Summary
Background: Esophageal perforation have high mortality. Due to its relative rarity and lack of clinical experience, there are no established guidelines for its treatment. Abbas and colleagues developed a perforation severity score (PSS) in 2009, using the patient's clinical parameters at the time of diagnosis for predicting prognosis of the patient. We aimed to identify the prognostic factors affecting mortality for patients with esophageal perforation including PSS.Materials and Methods: The records of 21 patients with esophageal perforation between 2010 and 2023 were examined retrospectively. The age, gender, Charlson Comorbidity Index, etiology, time to diagnosis, extent of perforation (contained/non-contained), localization, operation and PSS of the patients were recorded and their relationship with mortality was analyzed.

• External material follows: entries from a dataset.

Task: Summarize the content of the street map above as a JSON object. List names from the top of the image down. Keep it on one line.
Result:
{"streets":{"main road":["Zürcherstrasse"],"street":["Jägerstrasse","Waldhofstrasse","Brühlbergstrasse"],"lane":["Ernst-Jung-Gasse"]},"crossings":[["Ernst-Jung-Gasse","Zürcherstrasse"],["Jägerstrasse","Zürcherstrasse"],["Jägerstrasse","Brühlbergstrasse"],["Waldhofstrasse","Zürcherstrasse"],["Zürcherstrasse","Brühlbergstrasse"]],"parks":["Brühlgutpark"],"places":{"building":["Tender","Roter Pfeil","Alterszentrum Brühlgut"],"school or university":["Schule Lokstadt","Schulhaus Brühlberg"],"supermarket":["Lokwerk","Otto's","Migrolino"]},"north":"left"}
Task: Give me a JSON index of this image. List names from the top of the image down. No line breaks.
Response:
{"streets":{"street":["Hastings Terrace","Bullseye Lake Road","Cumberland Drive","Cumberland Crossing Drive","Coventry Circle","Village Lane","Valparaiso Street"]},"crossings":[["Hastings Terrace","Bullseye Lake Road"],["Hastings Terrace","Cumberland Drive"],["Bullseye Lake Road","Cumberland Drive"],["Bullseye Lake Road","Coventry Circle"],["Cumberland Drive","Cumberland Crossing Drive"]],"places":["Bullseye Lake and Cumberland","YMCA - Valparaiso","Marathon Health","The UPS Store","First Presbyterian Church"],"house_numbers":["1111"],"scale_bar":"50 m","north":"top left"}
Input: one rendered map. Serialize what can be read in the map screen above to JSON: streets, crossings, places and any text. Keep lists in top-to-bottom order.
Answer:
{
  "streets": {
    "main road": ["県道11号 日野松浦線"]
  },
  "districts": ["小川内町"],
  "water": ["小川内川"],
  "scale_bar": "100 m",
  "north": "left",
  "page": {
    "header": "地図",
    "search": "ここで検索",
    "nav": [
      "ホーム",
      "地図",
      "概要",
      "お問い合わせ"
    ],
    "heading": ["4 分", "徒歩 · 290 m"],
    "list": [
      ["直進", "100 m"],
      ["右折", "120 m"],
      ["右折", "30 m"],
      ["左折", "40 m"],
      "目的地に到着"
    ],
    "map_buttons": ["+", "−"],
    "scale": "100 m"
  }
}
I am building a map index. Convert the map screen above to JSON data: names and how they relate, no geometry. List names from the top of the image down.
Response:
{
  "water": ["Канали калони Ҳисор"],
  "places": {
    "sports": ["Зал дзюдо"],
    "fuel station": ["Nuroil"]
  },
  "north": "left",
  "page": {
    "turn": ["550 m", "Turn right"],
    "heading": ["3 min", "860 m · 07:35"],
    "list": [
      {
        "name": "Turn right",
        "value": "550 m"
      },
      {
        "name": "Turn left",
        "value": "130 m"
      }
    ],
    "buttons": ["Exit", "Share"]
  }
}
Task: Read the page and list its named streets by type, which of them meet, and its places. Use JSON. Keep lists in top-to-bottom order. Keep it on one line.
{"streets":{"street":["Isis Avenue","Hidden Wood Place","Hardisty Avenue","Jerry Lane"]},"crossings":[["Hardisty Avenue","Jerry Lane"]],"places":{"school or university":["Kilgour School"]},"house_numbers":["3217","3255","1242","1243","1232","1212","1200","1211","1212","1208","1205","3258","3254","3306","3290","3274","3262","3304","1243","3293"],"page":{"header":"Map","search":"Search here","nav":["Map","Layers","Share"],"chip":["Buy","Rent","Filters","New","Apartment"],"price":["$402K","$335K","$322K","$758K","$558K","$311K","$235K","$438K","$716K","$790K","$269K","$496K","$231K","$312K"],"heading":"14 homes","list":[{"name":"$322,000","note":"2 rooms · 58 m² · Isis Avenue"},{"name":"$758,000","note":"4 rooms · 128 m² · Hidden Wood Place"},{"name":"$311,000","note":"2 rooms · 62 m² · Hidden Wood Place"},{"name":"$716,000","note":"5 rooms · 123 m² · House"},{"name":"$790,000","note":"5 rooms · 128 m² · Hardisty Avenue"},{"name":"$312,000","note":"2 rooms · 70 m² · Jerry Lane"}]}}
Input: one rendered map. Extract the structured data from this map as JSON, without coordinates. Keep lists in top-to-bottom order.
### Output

Results: Nine (42.9%) patients were female and the median age was 56 (19-73 years). Cervical perforations were seen in 13 (61.9%) patients and 8 (38.1%) patients had thoracic perforations. Median time to diagnosis was 2 days (1-30 days). Median PSS for non-operative patients was 2 and ıt was 6 for operative patients (p = 0.086). Mortality rate was 19% (4 patients). Patients are grouped according to mortality. Age, sex distribution, comorbidity index, etiology, perforation localization, time to diagnosis, management strategy and PSS between groups were compared. Only localization has statistically significant difference between groups (p = 0.01).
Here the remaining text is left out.